I suspect that the net interest margin will improve gradually, as the FED continues ZIRP well into 2015, which will keep the cost of funds low. Banks will be able to lend at higher rates as intermediate and long term rates rise due to the FED first tapering and then ending QE before ending ZIRP.

I am also anticipating a far slower rise in the federal funds when the FED embarks on a tightening cycle, compared to June 2004-July 2006 period when the federal funds rate was raised from 1% to 5.25%.

As noted in the earnings call, the bank is keeping its duration low of owned MBS at about 3.5 years and "rising rates will benefit us because we are asset sensitive". The bank is not keeping the longer term fixed rate mortgages on their balance sheet.
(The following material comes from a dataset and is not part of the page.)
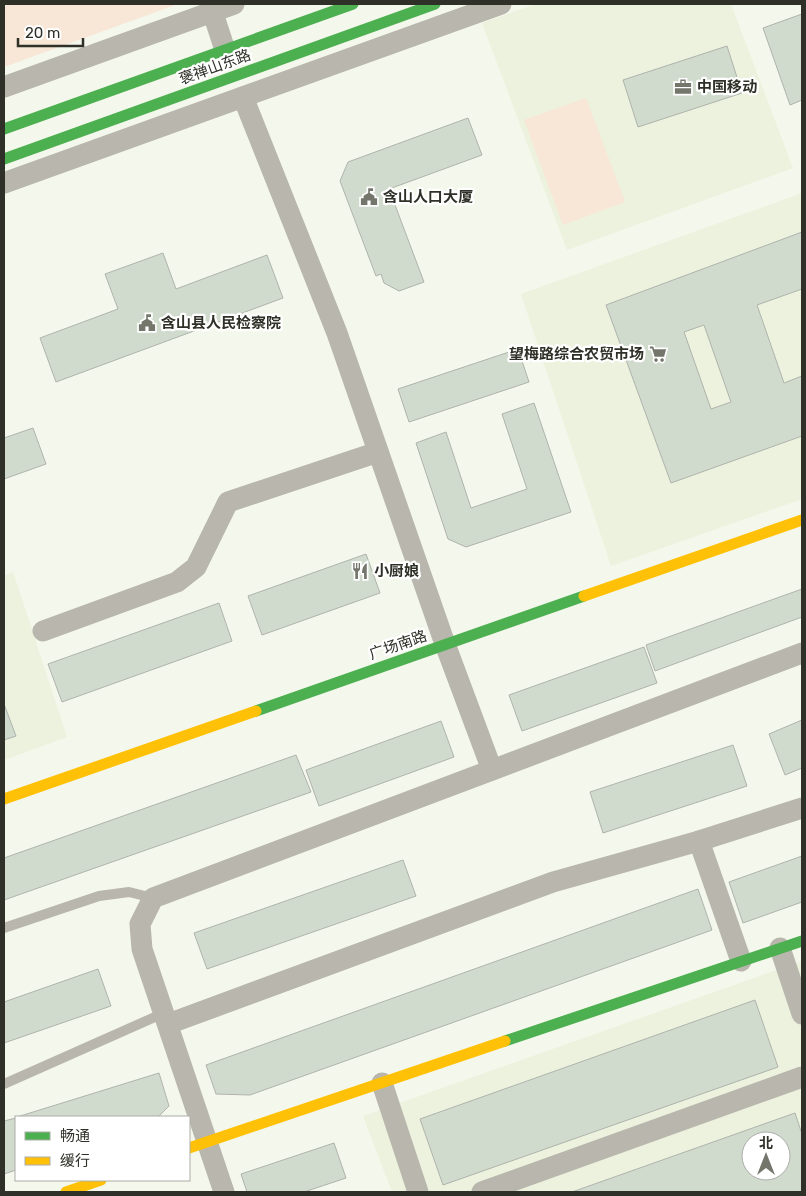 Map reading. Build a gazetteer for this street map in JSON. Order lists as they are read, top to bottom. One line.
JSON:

For me, a reasonable valuation range for a solid regional bank is between 12 to 15 times forward twelve months earnings. NPBC's current price is near the top of that range.

Needless to say, banks do not fare well during recessions. Loan losses will spike even for prudently managed banks.

Banks are also subject to a wide variety of regulations that increase their costs and crimp profits.

Future Buys/Sells: I may add to this position at below $10, provided there are no material adverse events, and will likely sell the 30 share LT position when and if the price rises above $12.

Closing Price Last Friday: NPBC: $10.39 -0.11 (-1.05%)

3. Added 100 CSQ at $10.18 (see Disclaimer):

Snapshot of Trade:

2013 Bought 100 CSQ at $10.18 
Snapshot of History:

CSQ Position as of 8/12/13/Average Cost Per Share $9.33
As shown in the foregoing snapshot, I have not reinvested the dividend since February 2012.

Security Description: The Calamos Strategic Total Return Fund (CSQ) is a leveraged balanced closed end fund that will invest in common stocks, bonds (mostly high yield bonds) and convertible securities.

Sponsor's website: Calamos Investments - Strategic Total Return Fund

Asset Allocation as of 4/30/13
Last SEC Filed Shareholder Report: N-CSRS (period ending 4/30/13)(average rate on the borrowings was .96% for the period ending 4/30/13, note 7 at page 25; the fund has loss operating carryforwards of $34M+ expiring in 2017 and $29+M expiring in 2018, note 4 at page 23)

The fund is paying a monthly dividend at the rate of $.07 per share.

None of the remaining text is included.